ASSIGNMENT: The records below are to be repeated exactly, minus any pictures.

GIVEN DATA:
-------------------------

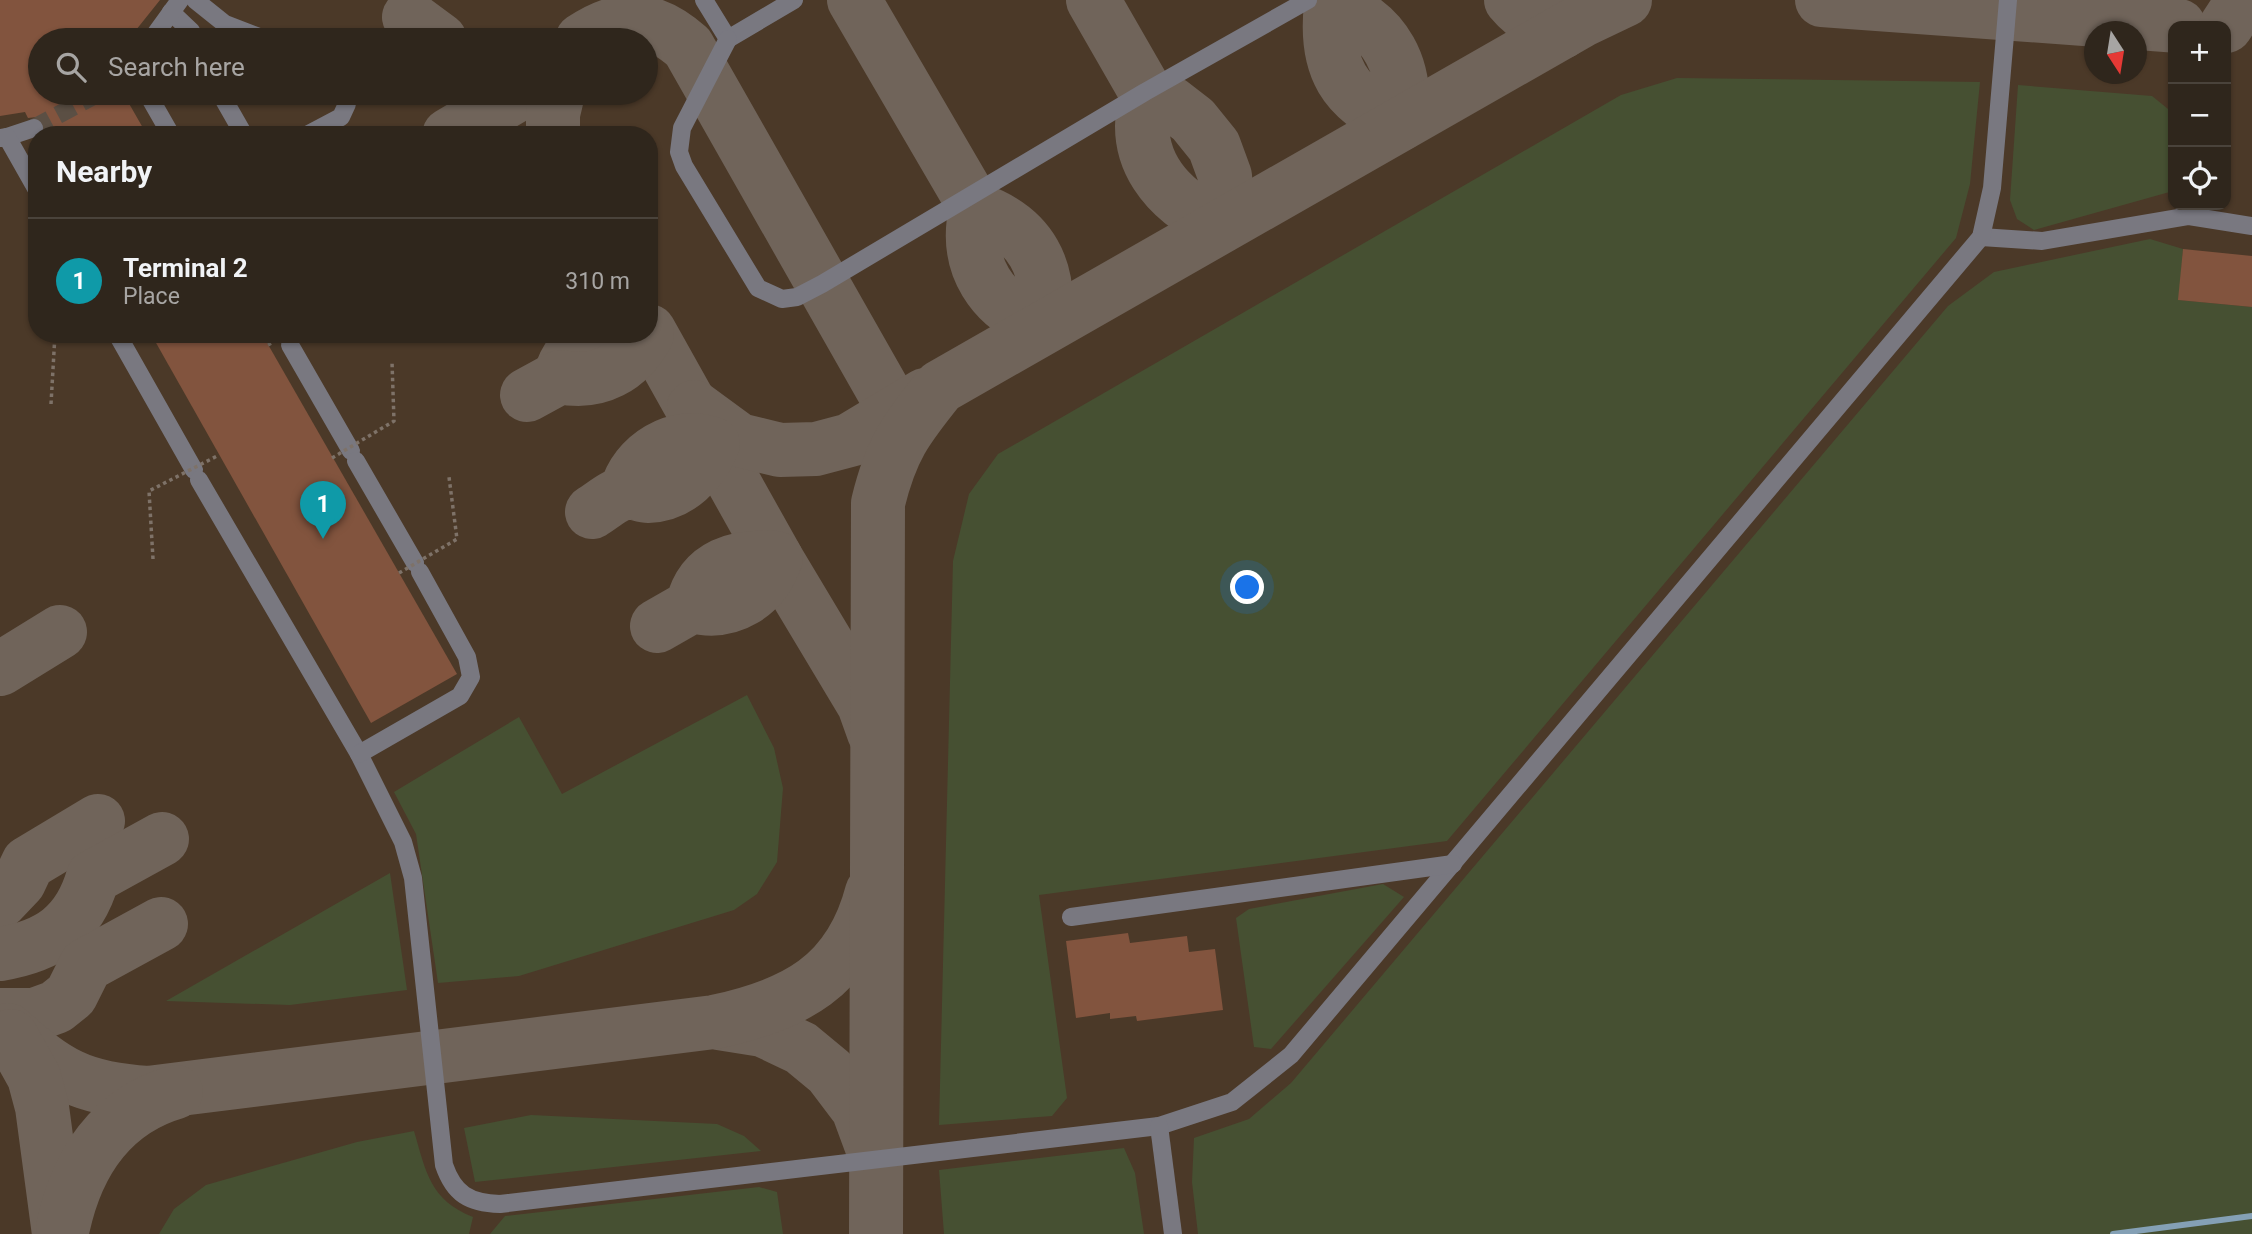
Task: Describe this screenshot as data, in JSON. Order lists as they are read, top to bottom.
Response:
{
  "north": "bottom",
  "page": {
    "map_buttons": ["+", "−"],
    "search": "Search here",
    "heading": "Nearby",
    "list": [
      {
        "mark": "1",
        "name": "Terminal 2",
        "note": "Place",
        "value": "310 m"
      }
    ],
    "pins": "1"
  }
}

-------------------------

RESPONSE BOX:
Task: Describe this screenshot as data, in JSON. Order lists as they are read, top to bottom.
Response:
{
  "north": "bottom",
  "page": {
    "map_buttons": ["+", "−"],
    "search": "Search here",
    "heading": "Nearby",
    "list": [
      {
        "mark": "1",
        "name": "Terminal 2",
        "note": "Place",
        "value": "310 m"
      }
    ],
    "pins": "1"
  }
}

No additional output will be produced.